Job interviews are nerve-wracking enough without being asked discriminatory questions. Seriously, it's 2016 and, based on the sheer number of articles, tips and advice columns that pop up when I Google "illegal interview questions," it seems hiring managers, recruiters and even executives still don't seem to grasp what's appropriate to ask a candidate - especially a female candidate.
The Elephant in the Valley study from 2014 polled approximately 200 women with at least 10 years of experience. The survey respondents were largely from Silicon Valley and San Francisco Bay area companies, with 91 percent in that area. Seventy-seven percent of respondents are 40 years of age or older, and 75 percent have children.
One portion of the survey asked about the impact of family on their careers, and asked for anecdotes about inappropriate, sexist and discriminatory questions.
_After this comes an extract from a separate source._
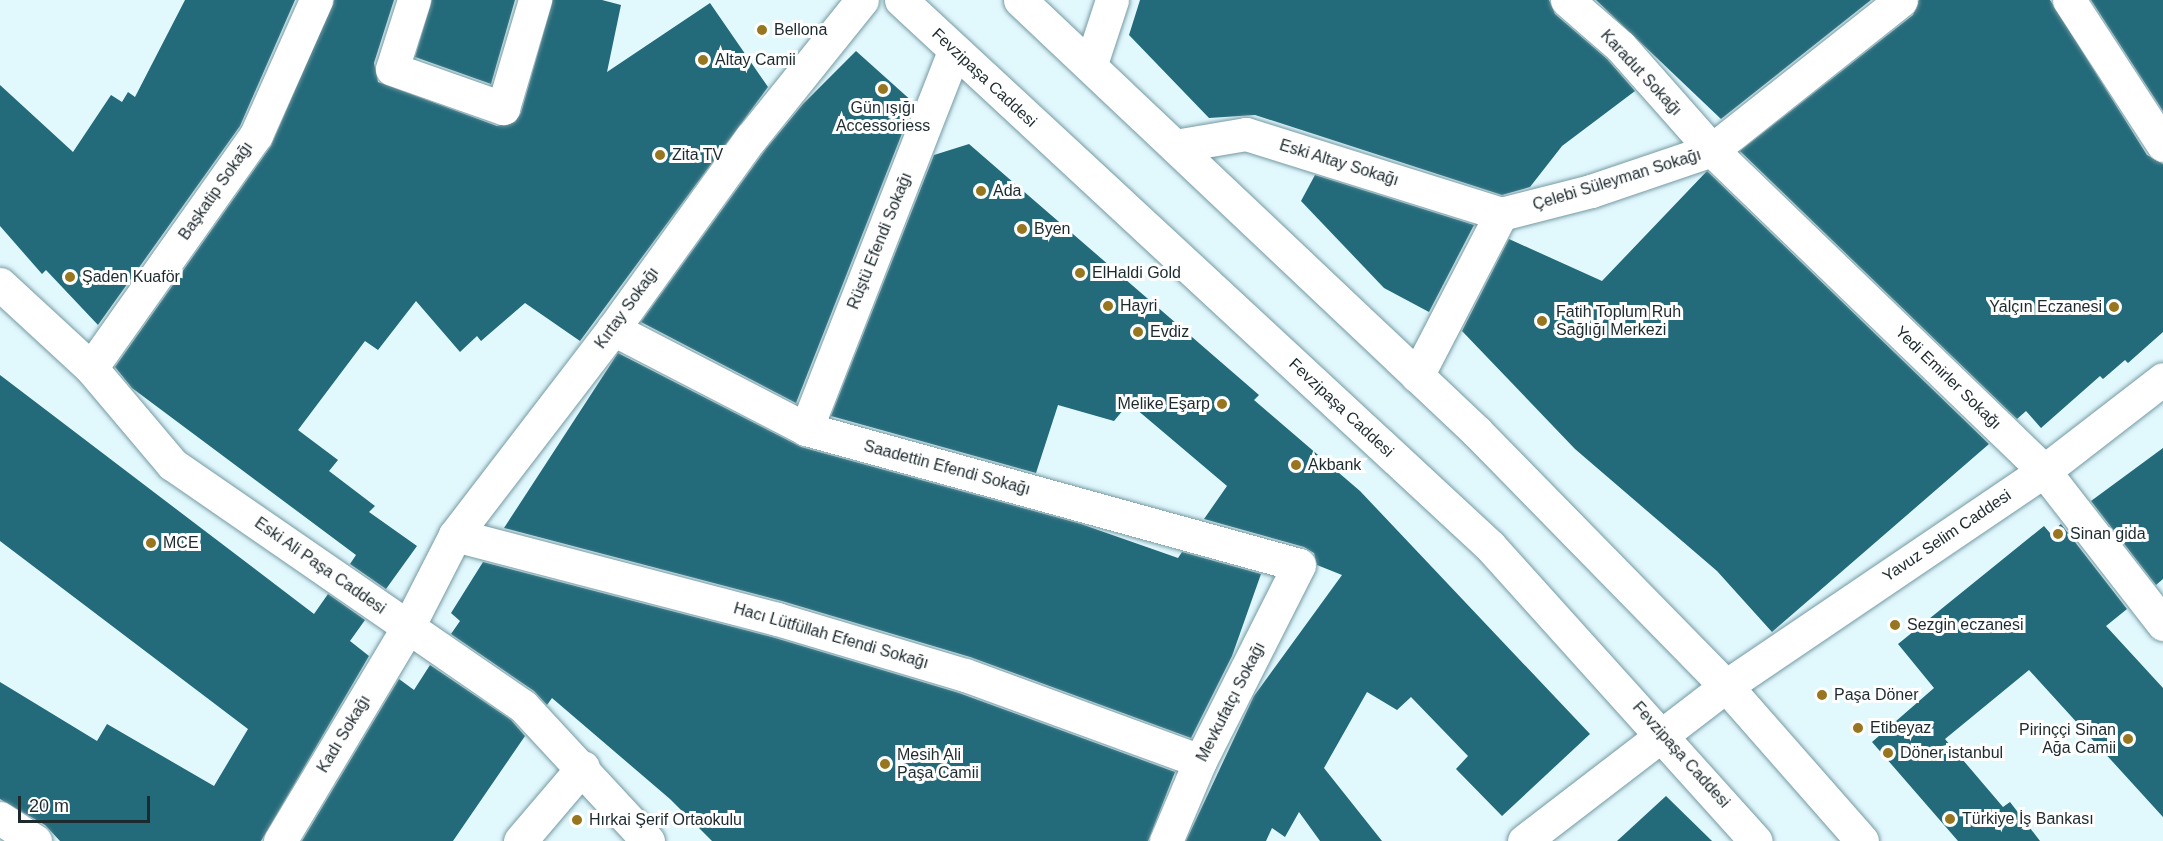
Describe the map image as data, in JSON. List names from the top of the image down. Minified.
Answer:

Overall, 75 percent of respondents say they were asked about their marital status or children during the interview; some women included specific anecdotes:
"It's a good thing you don't have children yet, as that wouldn't work well in [the] venture/start-up world."
"How do we know you're not going to run off and have a baby?"
One woman respondent was asked if she would be able to work as hard as the other two partners, "given that you are a mom with a young child."
Again, not only are these questions discriminatory and completely unnecessary - working moms actually make better employees - they're illegal. As in, violates-state-and-federal-laws-that-bar-discrimination illegal.
Most men aren't asked these questions in interviews; questions like this are irrelevant to a woman's ability to do her job. The only possible upside is that, if you're asked any of these questions in an interview, at least you know what kind of sexist, biased culture is acceptable within that organization and you can run for the door.